Stored data entries:

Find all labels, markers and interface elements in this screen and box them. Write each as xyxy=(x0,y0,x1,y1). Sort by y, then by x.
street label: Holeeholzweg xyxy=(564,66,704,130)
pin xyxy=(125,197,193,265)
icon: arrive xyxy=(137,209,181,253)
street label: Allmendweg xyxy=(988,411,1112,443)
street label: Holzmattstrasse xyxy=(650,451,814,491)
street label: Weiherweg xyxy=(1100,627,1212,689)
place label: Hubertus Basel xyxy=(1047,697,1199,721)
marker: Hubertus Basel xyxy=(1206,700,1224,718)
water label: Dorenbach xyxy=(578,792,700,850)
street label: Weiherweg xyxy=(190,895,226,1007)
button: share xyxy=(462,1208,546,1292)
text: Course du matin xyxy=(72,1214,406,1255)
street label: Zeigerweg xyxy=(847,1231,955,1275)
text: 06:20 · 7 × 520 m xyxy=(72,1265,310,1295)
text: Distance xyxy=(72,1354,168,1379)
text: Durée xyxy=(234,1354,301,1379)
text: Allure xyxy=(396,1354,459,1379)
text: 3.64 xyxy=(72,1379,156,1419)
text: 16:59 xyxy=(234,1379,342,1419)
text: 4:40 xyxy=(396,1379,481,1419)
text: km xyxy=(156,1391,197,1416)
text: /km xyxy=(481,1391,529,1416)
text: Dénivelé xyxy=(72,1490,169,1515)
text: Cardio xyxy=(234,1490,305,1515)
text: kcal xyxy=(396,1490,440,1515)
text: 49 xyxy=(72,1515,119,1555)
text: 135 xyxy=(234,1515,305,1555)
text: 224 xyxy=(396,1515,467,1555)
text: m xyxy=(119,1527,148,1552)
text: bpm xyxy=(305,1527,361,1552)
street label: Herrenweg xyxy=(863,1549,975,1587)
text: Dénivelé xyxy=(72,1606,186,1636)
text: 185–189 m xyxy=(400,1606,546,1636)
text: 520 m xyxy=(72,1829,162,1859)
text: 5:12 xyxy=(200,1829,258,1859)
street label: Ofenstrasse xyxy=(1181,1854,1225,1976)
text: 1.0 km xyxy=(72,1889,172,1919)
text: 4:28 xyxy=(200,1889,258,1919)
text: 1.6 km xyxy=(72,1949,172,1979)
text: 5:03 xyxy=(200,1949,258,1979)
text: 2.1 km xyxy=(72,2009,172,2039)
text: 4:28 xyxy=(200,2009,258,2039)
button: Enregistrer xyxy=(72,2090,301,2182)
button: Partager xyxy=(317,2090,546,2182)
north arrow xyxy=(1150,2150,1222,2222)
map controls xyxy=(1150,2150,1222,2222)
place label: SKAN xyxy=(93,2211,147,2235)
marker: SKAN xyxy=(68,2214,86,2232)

* _WHAT IS BEING ASKED_:
Transcribe the data above so that every line matches exactly.

* _RESULT FOR THIS TASK_:
Find all labels, markers and interface elements in this screen and box them. Write each as xyxy=(x0,y0,x1,y1). Sort by y, then by x.
street label: Holeeholzweg xyxy=(564,66,704,130)
pin xyxy=(125,197,193,265)
icon: arrive xyxy=(137,209,181,253)
street label: Allmendweg xyxy=(988,411,1112,443)
street label: Holzmattstrasse xyxy=(650,451,814,491)
street label: Weiherweg xyxy=(1100,627,1212,689)
place label: Hubertus Basel xyxy=(1047,697,1199,721)
marker: Hubertus Basel xyxy=(1206,700,1224,718)
water label: Dorenbach xyxy=(578,792,700,850)
street label: Weiherweg xyxy=(190,895,226,1007)
button: share xyxy=(462,1208,546,1292)
text: Course du matin xyxy=(72,1214,406,1255)
street label: Zeigerweg xyxy=(847,1231,955,1275)
text: 06:20 · 7 × 520 m xyxy=(72,1265,310,1295)
text: Distance xyxy=(72,1354,168,1379)
text: Durée xyxy=(234,1354,301,1379)
text: Allure xyxy=(396,1354,459,1379)
text: 3.64 xyxy=(72,1379,156,1419)
text: 16:59 xyxy=(234,1379,342,1419)
text: 4:40 xyxy=(396,1379,481,1419)
text: km xyxy=(156,1391,197,1416)
text: /km xyxy=(481,1391,529,1416)
text: Dénivelé xyxy=(72,1490,169,1515)
text: Cardio xyxy=(234,1490,305,1515)
text: kcal xyxy=(396,1490,440,1515)
text: 49 xyxy=(72,1515,119,1555)
text: 135 xyxy=(234,1515,305,1555)
text: 224 xyxy=(396,1515,467,1555)
text: m xyxy=(119,1527,148,1552)
text: bpm xyxy=(305,1527,361,1552)
street label: Herrenweg xyxy=(863,1549,975,1587)
text: Dénivelé xyxy=(72,1606,186,1636)
text: 185–189 m xyxy=(400,1606,546,1636)
text: 520 m xyxy=(72,1829,162,1859)
text: 5:12 xyxy=(200,1829,258,1859)
street label: Ofenstrasse xyxy=(1181,1854,1225,1976)
text: 1.0 km xyxy=(72,1889,172,1919)
text: 4:28 xyxy=(200,1889,258,1919)
text: 1.6 km xyxy=(72,1949,172,1979)
text: 5:03 xyxy=(200,1949,258,1979)
text: 2.1 km xyxy=(72,2009,172,2039)
text: 4:28 xyxy=(200,2009,258,2039)
button: Enregistrer xyxy=(72,2090,301,2182)
button: Partager xyxy=(317,2090,546,2182)
north arrow xyxy=(1150,2150,1222,2222)
map controls xyxy=(1150,2150,1222,2222)
place label: SKAN xyxy=(93,2211,147,2235)
marker: SKAN xyxy=(68,2214,86,2232)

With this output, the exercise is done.